- [PROBLEM TO SOLVE]
Give the number of lines in the entries that contain "bottom". State only the count.

- [THE DATA]
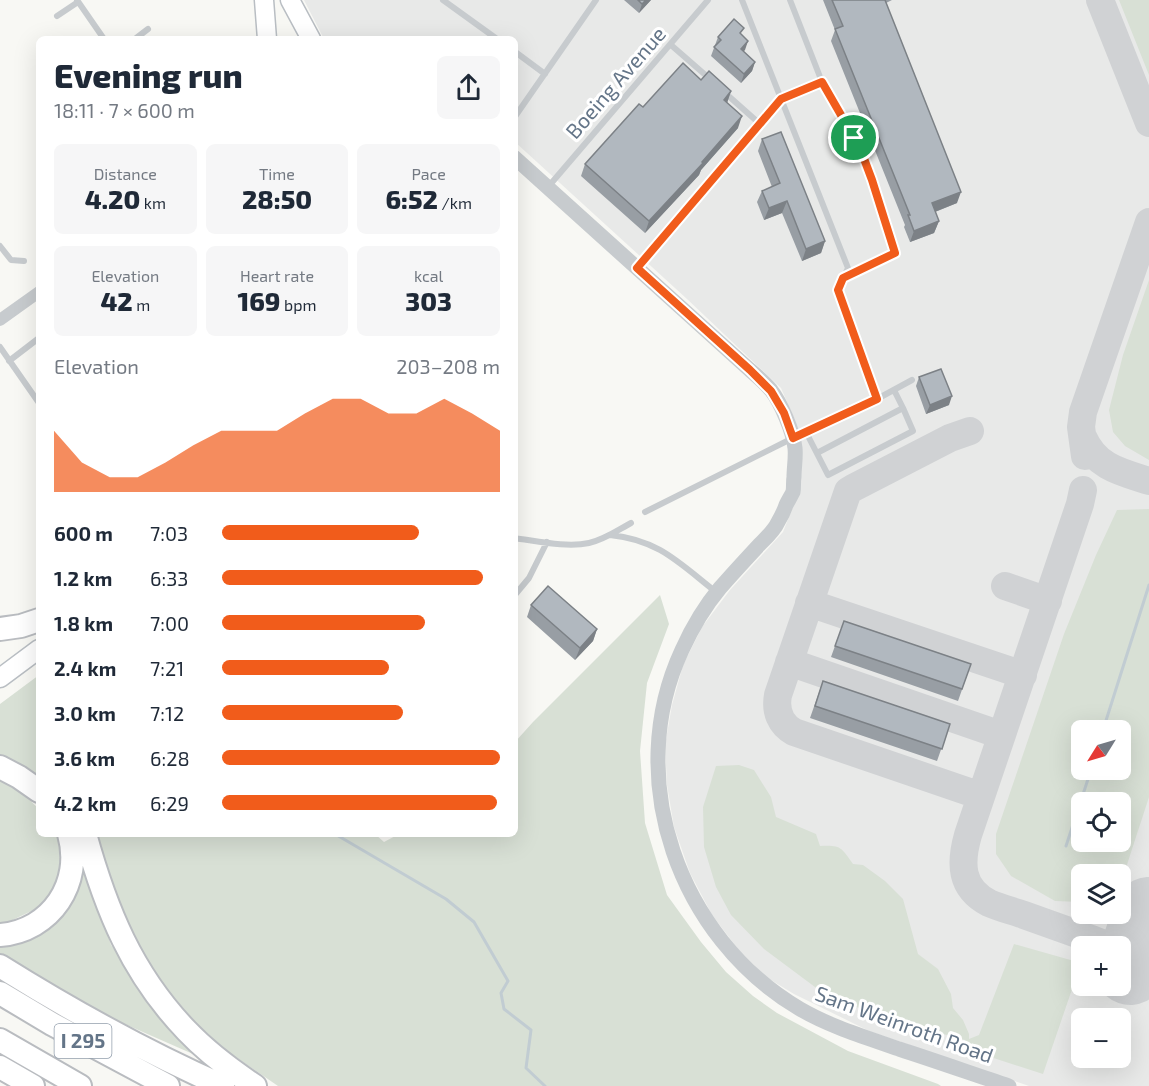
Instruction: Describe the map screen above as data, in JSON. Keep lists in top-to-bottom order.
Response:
{
  "streets": {
    "highway": ["I 295"],
    "street": ["Sam Weinroth Road"],
    "lane": ["Boeing Avenue"]
  },
  "crossings": [
    ["Boeing Avenue", "Sam Weinroth Road"]
  ],
  "north": "bottom left",
  "page": {
    "heading": ["Evening run", "18:11 · 7 × 600 m"],
    "stats": [
      ["Distance", "4.20 km"],
      ["Time", "28:50"],
      ["Pace", "6:52 /km"],
      ["Elevation", "42 m"],
      ["Heart rate", "169 bpm"],
      ["kcal", "303"]
    ],
    "chart": ["Elevation", "203–208 m"],
    "list": [
      {
        "name": "600 m",
        "note": "7:03"
      },
      {
        "name": "1.2 km",
        "note": "6:33"
      },
      {
        "name": "1.8 km",
        "note": "7:00"
      },
      {
        "name": "2.4 km",
        "note": "7:21"
      },
      {
        "name": "3.0 km",
        "note": "7:12"
      },
      {
        "name": "3.6 km",
        "note": "6:28"
      },
      {
        "name": "4.2 km",
        "note": "6:29"
      }
    ],
    "map_buttons": ["+", "−"]
  }
}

- [OUTPUT FOR THIS TASK]
2